Micheál Martin has called for a special cross-Border commission to be established to examine how Sinn Féin and the IRA dealt with sex abuse cases during the Troubles.
The Fianna Fáil leader has said the allegations of a cover-up demand a wider response.
"We have to look at something extra, beyond the usual judicial or administrative process," he told The Irish Times. "It could be a commission or board made up of people with expertise in dealing with sexual abuse cases and with justice."
He said successive Irish governments had done just that when setting up commissions inquiring into institutional responses to sexual abuse cases, instancing the Laffoy, Ryan and Murphy commissions.
“We needed to create mechanisms to allow brave people come forward,” he said.

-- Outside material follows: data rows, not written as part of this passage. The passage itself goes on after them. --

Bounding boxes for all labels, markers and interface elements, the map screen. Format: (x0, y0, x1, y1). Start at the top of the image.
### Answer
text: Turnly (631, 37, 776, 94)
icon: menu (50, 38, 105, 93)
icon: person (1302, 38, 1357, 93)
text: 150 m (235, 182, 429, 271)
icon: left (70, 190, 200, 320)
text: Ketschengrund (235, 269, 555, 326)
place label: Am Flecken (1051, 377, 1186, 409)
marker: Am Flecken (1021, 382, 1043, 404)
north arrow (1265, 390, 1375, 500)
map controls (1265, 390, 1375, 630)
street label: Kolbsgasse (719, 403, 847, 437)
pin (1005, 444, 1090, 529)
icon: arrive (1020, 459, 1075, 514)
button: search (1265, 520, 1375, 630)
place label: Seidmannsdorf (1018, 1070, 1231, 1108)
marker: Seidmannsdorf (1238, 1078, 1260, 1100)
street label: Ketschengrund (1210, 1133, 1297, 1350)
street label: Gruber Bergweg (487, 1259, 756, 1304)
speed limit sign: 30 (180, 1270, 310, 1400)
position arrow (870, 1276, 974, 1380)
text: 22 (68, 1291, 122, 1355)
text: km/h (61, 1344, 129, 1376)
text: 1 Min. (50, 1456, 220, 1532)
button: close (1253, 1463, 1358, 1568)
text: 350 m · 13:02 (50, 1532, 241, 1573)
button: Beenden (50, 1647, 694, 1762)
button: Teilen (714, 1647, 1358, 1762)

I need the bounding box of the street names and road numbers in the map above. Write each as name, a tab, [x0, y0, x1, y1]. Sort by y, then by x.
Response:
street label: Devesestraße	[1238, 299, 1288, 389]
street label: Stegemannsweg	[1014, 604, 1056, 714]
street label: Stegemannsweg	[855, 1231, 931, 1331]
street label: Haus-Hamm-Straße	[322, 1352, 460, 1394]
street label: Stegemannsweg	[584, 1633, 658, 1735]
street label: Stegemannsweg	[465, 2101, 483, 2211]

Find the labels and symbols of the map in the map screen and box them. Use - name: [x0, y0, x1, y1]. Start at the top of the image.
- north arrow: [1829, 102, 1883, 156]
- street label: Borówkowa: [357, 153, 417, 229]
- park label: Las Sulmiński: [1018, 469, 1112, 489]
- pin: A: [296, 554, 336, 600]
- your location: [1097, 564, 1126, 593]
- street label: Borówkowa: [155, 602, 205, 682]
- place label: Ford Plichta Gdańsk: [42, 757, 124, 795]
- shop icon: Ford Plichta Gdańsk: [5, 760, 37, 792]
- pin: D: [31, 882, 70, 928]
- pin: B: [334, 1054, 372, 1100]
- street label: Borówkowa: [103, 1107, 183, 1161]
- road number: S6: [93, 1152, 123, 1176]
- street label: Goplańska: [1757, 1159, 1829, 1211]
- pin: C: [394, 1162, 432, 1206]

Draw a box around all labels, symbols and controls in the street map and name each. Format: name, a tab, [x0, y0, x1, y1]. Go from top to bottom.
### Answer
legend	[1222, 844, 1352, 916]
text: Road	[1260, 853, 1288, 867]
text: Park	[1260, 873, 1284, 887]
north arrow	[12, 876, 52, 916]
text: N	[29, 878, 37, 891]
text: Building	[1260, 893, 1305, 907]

Mr Martin suggested a cross-Border commission. "It is clear there was a fair level of abuse going on. There were women and men being victimised with no recourse to justice.
“Critically, many of the abusers were facilitated out of the North into other locations where they could be a danger to women and children,” he said.
Minister of State Simon Harris said Sinn Féin leader Gerry Adams should pass on any information he has about alleged sex offenders being shot or exiled by the IRA.
Eoin Ó Broin, a councillor and party strategist, agreed: “Well certainly if (Mr Adams) has it he should do . . . If I had information about any of this at any time during my 20 years as a Sinn Féin activist, I would have brought that forward.”
On Saturday, Mr Adams said that Sinn Féin "has not engaged in any cover up of abuse at any level".
Maíria Cahill, who has said she was raped by an IRA member, issued a statement last night saying she had “raised the abuse issue very publicly, at great personal cost to myself. I am now homeless and in debt.”
She also confirmed she had once been involved with a group called the Republican Network for Unity. She said she had been the national secretary of RNU “for a period of a few hours” in 2010 until she resigned the position and had continued to attend meetings for a few months.
“There was nothing illegal about RNU. It was not involved in any armed action. It was a long time after I left the group, that they were publicly associated with supporting one particular grouping.
“My opposition to violence has been consistent throughout my life, even though some people might find this strange, when I was in Sinn Féin.”